Ensuite, l’analyse de la LMÉm a été dérivée d’un instrument de mesure dont la

passation était standardisée, c’est-à-dire que tous les participants ont été exposé au même matériel de jeu et ont reçu les mêmes sollicitations pour produire leurs énoncés. La grande validité écologique du Jeu de village, un jeu semi-structuré, doit aussi être soulignée. Il s’agit du moyen le plus robuste permettant de statuer sur le niveau développement langagier d’un enfant, car il met en évidence l’ensemble de ses habiletés dans un contexte naturel de communication. Finalement, l’analyse de la LMÉ a porté sur le calcul en morphèmes. Celle-ci constitue la mesure la plus représentative de l’ensemble des habiletés

langagières d’un enfant de 4 ans, car elle considère les nombreuses manipulations grammaticales que l’enfant est en mesure de faire à cet âge (Parisse & Maillart, 2004).

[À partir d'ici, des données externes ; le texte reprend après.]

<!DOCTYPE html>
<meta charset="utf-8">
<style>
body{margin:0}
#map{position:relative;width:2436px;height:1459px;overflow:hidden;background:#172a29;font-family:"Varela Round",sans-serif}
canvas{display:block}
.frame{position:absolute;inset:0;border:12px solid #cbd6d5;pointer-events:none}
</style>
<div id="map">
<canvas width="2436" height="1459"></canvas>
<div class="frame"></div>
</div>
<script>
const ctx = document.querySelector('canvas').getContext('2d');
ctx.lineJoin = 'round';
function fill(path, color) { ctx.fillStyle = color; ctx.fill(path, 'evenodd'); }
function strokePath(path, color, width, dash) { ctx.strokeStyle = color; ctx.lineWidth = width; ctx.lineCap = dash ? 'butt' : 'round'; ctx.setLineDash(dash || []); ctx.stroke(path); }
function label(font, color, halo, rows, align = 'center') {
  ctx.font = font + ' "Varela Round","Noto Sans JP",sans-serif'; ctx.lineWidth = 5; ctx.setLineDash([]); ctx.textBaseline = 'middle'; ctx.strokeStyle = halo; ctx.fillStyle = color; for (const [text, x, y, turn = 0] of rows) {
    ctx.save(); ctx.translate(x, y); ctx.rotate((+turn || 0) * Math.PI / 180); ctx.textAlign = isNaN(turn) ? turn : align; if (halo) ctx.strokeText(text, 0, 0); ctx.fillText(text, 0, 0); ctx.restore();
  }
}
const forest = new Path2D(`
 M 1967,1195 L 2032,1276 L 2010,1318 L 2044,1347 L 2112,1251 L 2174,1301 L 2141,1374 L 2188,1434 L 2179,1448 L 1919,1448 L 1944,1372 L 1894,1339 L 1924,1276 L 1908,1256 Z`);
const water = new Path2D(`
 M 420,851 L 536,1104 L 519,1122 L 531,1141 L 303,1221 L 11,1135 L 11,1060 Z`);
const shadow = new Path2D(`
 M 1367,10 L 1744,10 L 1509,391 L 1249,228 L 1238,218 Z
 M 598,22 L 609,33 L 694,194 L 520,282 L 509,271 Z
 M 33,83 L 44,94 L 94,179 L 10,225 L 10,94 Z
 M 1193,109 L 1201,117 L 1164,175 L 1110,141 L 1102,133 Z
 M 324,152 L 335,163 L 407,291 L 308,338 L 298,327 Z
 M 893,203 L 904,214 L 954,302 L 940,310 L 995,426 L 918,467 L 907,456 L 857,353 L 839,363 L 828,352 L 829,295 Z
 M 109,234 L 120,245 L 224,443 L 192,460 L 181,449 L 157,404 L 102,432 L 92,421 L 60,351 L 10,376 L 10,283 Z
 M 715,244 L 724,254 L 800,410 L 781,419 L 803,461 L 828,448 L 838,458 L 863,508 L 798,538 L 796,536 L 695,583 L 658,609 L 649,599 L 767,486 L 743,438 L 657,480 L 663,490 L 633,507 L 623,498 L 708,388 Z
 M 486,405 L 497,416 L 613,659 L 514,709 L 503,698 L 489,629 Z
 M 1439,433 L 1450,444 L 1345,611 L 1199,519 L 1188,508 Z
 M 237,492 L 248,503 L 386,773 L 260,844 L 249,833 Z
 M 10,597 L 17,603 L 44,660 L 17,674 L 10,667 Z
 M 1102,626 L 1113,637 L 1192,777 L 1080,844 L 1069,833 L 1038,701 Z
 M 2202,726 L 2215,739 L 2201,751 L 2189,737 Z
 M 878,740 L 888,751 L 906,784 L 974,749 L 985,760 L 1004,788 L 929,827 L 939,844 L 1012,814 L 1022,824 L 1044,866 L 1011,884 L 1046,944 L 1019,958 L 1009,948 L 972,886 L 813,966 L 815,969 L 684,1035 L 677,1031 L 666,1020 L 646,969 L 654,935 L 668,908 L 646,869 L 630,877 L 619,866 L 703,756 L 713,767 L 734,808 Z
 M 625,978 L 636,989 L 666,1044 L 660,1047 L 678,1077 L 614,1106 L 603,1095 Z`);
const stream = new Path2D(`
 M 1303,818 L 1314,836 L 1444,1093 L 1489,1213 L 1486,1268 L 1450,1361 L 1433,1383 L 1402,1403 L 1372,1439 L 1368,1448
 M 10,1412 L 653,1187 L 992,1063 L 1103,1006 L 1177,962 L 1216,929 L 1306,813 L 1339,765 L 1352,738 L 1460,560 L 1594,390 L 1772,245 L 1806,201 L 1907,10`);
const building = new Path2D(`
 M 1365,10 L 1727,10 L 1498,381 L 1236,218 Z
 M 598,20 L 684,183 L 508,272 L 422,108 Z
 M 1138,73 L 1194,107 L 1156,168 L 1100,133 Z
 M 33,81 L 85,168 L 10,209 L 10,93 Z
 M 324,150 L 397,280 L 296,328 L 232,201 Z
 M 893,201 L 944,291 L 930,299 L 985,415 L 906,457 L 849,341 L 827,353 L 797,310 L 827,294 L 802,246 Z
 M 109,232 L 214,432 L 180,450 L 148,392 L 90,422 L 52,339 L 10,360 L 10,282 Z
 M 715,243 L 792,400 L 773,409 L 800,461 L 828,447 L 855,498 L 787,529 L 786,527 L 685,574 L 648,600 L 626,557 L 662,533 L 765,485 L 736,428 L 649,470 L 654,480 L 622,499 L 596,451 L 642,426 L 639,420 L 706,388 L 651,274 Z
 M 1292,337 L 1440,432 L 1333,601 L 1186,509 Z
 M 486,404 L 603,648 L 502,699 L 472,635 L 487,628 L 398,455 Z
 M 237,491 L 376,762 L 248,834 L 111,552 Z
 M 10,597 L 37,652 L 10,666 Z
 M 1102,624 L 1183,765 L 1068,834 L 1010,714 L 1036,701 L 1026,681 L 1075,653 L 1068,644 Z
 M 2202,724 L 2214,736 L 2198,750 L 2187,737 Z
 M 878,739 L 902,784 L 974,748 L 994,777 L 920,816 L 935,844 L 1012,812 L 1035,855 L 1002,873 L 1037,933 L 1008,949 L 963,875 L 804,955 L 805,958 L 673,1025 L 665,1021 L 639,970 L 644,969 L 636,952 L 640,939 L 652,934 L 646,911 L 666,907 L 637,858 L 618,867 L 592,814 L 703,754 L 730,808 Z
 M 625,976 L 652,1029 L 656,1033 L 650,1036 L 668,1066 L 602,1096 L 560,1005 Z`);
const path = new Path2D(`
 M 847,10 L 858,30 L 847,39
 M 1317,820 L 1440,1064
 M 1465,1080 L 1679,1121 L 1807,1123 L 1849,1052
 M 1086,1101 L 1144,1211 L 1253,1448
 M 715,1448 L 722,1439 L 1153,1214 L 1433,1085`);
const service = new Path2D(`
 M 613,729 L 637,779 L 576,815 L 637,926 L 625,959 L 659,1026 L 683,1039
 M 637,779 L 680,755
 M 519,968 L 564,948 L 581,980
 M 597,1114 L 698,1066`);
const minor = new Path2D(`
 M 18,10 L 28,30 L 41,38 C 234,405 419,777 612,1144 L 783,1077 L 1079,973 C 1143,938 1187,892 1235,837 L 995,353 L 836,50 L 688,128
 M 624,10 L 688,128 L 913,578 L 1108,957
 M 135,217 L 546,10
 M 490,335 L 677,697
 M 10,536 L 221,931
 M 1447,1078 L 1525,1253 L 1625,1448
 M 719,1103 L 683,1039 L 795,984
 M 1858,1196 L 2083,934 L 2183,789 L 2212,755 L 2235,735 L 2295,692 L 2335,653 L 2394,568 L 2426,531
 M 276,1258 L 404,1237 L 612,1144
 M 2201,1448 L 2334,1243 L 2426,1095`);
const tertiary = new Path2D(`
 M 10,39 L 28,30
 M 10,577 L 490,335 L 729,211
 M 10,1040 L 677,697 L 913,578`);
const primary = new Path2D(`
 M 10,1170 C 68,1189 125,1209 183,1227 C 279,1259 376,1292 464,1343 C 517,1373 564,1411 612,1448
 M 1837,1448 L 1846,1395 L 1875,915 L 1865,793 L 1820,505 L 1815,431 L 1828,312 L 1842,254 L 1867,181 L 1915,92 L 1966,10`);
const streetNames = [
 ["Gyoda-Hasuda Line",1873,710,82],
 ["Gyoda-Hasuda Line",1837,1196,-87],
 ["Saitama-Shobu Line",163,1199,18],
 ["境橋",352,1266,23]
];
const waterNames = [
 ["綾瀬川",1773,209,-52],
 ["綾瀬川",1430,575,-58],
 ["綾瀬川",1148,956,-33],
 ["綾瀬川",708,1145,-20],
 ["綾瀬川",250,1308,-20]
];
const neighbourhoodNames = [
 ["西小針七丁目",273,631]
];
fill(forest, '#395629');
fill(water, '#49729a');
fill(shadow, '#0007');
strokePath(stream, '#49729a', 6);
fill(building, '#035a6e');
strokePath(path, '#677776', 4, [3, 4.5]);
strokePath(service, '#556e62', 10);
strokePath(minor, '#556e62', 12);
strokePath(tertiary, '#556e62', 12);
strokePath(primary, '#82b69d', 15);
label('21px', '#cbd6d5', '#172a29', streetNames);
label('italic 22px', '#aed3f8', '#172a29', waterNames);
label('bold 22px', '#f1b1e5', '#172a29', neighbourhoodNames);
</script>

La qualité des interactions dans les SGÉ a été mesurée à l’aide d’un instrument dont les qualités psychométriques sont reconnues (Pianta et al., 2008). L’ensemble des observations a été effectué par des observatrices certifiées, ce qui confirme la fidélité de la mesure. Il est également important de souligner que les observatrices n’étaient pas familières avec les éducatrices observées. Ceci assure l’impartialité de la codification et réduit le risque d’interprération des comportements de l’éducatrice de la part de l’observatrice pour s’en tenir aux comportements directement observés (Vitiello, Bassok, Hamre, Player, & Williford, 2018).